California Living Will Template
This Living Will is made on this ____ day of __________, 20____.
I, [Your Name], residing at [Your Address], in the county of [County Name], State of California, declare this document to be my Living Will under California law.
I am of sound mind and wish to express my wishes regarding medical treatment in the event that I become unable to communicate my preferences. This includes situations where I am diagnosed with a terminal illness, a persistent vegetative state, or an advanced stage of any other life-limiting condition.
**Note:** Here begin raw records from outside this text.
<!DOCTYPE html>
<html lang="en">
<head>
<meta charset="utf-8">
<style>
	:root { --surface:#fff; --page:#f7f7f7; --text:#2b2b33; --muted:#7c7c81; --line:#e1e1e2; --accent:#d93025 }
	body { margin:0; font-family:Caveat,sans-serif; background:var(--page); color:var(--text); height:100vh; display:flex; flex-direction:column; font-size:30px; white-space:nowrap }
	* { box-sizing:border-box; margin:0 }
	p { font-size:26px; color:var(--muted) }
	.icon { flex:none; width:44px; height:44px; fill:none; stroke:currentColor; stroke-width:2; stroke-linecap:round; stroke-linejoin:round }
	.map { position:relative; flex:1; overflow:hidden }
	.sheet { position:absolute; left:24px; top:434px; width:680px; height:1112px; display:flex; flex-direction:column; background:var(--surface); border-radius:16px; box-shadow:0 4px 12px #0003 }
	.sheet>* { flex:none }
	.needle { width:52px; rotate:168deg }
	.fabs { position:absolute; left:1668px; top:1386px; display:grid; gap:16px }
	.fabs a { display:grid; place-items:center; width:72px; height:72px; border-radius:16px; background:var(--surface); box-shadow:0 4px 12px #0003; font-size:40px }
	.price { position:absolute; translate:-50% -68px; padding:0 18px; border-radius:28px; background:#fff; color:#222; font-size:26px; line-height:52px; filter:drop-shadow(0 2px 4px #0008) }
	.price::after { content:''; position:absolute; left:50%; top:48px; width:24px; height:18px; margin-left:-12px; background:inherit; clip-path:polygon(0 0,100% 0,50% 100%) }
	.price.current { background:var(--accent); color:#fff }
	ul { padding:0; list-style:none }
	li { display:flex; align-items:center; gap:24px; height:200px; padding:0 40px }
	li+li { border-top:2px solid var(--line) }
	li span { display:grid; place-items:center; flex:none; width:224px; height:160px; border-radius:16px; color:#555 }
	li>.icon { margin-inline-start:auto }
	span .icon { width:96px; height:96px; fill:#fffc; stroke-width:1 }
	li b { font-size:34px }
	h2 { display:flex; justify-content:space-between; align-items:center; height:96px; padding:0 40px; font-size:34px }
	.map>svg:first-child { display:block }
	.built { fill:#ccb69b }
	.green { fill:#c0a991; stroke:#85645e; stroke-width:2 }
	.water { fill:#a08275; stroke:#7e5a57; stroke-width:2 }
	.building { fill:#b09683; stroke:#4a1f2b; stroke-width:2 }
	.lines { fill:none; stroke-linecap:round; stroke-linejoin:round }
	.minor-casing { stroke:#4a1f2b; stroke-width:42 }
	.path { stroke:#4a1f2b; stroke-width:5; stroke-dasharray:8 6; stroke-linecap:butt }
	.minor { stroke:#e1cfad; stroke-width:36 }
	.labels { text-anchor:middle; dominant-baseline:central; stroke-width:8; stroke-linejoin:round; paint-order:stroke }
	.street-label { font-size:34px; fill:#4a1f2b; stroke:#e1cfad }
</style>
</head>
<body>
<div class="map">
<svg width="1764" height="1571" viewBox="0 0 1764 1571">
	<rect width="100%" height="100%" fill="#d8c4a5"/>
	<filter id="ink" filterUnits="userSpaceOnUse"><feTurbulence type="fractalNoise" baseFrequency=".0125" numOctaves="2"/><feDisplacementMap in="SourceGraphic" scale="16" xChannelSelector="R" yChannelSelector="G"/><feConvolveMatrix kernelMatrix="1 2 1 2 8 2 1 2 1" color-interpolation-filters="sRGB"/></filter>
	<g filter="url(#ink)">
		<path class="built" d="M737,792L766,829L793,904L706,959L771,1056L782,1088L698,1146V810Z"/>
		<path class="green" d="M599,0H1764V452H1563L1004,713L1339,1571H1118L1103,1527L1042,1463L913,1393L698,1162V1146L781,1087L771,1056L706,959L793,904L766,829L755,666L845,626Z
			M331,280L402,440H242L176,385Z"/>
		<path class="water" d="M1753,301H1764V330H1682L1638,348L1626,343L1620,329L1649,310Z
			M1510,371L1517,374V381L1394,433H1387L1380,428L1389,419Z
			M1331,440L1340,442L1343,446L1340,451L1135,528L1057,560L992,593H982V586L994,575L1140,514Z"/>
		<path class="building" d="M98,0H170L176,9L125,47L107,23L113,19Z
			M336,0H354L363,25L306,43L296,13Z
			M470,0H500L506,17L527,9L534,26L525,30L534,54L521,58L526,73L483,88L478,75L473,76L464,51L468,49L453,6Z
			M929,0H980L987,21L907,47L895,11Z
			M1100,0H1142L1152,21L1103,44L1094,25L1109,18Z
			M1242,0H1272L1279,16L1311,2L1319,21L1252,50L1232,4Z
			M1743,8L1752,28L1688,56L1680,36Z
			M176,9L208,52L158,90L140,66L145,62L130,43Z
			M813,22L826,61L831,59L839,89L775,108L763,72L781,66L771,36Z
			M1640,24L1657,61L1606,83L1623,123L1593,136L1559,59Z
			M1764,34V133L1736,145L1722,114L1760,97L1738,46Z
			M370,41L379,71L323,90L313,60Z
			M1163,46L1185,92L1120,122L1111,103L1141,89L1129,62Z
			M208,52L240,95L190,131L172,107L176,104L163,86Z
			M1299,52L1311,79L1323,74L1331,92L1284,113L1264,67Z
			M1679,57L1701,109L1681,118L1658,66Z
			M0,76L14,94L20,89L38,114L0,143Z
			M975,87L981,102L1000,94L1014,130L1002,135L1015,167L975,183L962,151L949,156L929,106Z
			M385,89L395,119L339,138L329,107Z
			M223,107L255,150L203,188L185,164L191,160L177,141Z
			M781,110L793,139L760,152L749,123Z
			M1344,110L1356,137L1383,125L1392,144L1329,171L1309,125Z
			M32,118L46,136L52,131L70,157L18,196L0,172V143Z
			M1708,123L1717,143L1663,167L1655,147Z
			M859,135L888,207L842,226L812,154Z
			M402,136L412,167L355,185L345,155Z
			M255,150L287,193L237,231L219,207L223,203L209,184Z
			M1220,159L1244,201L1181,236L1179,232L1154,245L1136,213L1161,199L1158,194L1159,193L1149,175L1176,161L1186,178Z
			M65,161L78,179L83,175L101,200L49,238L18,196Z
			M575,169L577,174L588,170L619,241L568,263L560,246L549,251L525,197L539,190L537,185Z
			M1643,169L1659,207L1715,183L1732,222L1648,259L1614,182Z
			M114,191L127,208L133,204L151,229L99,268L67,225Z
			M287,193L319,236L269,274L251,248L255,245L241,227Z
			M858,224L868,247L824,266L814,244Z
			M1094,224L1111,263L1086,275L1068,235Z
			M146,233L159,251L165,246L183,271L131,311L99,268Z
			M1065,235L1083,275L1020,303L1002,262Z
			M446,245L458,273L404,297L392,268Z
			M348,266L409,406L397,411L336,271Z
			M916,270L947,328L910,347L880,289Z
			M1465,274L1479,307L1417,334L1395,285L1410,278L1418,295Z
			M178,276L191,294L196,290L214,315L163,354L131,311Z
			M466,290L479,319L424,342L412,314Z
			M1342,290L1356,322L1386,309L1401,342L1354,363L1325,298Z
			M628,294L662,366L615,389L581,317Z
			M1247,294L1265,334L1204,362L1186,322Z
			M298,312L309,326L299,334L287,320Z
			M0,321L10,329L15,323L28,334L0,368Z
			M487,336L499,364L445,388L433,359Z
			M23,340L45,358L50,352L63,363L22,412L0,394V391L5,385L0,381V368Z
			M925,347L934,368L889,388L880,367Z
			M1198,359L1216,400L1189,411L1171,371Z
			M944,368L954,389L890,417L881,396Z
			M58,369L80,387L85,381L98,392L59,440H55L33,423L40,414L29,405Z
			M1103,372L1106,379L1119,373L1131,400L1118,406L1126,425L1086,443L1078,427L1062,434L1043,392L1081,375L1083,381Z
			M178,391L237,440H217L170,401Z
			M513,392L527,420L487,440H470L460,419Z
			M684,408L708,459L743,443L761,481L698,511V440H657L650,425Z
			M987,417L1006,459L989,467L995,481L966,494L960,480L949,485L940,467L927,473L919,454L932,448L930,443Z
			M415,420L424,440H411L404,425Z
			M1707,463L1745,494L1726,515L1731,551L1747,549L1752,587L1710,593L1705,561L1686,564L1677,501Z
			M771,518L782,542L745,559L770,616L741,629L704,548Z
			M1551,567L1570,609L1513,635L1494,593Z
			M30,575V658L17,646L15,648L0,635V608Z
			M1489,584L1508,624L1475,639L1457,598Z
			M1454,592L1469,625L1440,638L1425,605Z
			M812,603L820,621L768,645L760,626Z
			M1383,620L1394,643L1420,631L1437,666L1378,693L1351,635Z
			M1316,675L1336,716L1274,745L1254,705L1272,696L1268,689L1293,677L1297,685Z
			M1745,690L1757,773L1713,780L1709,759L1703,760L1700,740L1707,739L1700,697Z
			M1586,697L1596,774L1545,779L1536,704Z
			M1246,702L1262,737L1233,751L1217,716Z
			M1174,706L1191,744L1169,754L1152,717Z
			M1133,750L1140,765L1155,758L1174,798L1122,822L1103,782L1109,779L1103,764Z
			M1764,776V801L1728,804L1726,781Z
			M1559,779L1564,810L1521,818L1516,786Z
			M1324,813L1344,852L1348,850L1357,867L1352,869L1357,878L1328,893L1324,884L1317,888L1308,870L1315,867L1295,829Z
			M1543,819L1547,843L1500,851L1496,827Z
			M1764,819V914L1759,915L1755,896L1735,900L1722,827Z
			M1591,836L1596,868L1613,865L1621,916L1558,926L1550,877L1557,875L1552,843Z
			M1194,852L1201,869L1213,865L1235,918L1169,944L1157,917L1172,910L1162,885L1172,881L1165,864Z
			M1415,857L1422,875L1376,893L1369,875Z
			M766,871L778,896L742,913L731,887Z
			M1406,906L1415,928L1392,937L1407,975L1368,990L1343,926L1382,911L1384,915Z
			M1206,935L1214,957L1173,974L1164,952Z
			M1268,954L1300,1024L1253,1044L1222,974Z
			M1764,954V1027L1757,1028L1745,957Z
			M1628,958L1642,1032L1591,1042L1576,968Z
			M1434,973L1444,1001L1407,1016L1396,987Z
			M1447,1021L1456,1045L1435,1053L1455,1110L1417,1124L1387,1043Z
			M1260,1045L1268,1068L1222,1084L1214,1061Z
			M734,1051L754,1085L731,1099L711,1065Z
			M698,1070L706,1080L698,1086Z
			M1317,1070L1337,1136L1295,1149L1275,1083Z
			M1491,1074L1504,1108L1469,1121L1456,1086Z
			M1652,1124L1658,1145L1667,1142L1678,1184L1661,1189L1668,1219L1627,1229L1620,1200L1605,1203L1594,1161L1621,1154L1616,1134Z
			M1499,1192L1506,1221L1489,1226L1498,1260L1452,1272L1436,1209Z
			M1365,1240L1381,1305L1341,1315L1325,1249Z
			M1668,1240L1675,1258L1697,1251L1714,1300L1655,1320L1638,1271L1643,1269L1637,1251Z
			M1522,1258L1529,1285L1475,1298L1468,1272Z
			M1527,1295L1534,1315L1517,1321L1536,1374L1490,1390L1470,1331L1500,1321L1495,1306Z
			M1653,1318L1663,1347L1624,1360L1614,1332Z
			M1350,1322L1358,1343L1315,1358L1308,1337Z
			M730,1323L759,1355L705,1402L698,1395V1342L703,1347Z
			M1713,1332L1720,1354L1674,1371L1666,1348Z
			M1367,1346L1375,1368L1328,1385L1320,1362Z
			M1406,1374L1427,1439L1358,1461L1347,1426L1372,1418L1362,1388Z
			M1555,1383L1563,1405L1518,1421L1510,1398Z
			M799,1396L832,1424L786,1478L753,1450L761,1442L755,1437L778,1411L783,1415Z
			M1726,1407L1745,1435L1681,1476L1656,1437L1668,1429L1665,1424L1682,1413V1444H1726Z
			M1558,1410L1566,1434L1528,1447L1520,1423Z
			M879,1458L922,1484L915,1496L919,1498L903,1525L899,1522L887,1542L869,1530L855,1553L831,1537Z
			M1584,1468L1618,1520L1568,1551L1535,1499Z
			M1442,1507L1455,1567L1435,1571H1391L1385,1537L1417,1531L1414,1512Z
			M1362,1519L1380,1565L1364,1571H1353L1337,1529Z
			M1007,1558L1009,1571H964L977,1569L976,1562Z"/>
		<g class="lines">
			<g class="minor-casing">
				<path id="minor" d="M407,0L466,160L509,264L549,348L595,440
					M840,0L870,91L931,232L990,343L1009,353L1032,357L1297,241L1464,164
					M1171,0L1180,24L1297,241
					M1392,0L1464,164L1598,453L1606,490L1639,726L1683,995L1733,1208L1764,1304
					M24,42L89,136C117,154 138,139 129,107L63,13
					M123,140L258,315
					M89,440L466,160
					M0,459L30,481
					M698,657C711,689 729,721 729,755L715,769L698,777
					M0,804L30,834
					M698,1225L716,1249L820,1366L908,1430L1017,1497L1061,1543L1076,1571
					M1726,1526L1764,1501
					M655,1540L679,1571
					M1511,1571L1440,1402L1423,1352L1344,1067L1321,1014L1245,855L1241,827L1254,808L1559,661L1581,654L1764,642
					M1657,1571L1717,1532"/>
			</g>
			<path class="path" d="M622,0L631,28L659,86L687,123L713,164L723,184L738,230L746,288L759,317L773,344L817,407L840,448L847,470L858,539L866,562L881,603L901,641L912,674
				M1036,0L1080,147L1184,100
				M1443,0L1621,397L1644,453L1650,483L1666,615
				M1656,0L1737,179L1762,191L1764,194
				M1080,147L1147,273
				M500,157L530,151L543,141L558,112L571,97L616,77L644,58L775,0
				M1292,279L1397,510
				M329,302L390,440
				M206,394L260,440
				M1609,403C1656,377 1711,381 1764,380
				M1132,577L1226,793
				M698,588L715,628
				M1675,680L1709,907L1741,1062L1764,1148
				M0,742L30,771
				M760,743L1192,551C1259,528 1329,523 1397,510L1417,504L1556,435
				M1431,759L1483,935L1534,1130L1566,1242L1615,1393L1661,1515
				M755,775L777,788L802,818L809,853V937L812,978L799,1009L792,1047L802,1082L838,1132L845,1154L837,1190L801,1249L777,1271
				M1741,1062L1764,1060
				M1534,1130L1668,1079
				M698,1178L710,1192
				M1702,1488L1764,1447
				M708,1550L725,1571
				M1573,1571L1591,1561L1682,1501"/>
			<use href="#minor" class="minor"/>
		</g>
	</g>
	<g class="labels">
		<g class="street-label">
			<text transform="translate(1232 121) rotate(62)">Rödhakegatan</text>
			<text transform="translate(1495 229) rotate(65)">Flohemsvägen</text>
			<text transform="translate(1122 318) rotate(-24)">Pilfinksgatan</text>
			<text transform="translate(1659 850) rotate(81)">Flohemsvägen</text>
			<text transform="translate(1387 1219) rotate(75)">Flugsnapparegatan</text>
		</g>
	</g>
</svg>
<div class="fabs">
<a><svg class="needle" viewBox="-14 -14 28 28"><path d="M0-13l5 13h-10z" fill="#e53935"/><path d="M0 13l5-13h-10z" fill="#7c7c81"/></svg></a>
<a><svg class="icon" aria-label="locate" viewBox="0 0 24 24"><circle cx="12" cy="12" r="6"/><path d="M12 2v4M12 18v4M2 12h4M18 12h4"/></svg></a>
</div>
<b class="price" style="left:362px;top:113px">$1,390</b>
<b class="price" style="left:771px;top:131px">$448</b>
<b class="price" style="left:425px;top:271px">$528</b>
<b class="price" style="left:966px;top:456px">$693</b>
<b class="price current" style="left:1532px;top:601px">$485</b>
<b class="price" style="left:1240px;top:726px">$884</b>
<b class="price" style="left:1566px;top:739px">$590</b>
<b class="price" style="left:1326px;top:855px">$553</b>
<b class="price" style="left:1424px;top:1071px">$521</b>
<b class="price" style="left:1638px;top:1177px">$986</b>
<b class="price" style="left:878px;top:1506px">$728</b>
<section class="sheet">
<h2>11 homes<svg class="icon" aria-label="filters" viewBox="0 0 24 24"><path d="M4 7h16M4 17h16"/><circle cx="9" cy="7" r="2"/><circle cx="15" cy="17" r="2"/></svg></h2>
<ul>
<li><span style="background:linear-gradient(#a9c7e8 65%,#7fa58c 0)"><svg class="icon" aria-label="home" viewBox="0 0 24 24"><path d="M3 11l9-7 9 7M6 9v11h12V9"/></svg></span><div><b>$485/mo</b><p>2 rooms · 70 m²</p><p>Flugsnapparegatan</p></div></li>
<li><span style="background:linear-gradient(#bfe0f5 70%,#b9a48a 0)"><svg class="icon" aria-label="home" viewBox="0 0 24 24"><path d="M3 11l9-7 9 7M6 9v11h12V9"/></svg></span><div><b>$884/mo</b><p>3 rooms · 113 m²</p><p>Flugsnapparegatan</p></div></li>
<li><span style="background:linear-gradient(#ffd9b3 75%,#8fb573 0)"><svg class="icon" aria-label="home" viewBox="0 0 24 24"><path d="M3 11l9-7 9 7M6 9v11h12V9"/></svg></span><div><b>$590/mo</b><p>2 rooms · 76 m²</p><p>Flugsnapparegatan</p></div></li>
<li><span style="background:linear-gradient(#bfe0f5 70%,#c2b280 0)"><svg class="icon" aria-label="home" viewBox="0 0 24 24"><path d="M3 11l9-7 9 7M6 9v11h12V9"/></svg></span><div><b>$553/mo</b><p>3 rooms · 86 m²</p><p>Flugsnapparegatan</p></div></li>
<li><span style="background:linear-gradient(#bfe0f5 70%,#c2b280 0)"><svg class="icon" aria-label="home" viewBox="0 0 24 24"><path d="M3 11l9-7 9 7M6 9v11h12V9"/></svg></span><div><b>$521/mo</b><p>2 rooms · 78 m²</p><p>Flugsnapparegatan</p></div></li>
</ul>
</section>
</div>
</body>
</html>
In the event that I am unable to make my medical decisions, I designate the following individual as my healthcare agent:
- Name: ____________________________
- Relationship: ____________________________
- Address: ____________________________
- Phone Number: ____________________________
My wishes regarding medical treatment are as follows:
- Life-Sustaining Treatments: I wish to receive life-sustaining treatments (e.g., artificial ventilation, resuscitation, etc.) [Choose one]
- Yes, I wish to receive life-sustaining treatments.
- No, I do not wish to receive life-sustaining treatments.
- Pain Relief: I desire relief from pain, even if it may hasten my death. [Choose one]
- Yes, I wish to receive pain relief.
- No, I do not wish to receive pain relief.
- Other Preferences: _____________________________________________
This Living Will represents my wishes as of the date below. It may be revoked at any time by me. I understand that this document will be honored by healthcare providers in California.
Signature: ________________________
Date: ____________
Witnessed by:
- Name: ________________________ Signature: ________________________ Date: ____________
- Name: ________________________ Signature: ________________________ Date: ____________
Note: Ensure this document is stored in a safe place and that your healthcare agent and family members are aware of its existence and contents.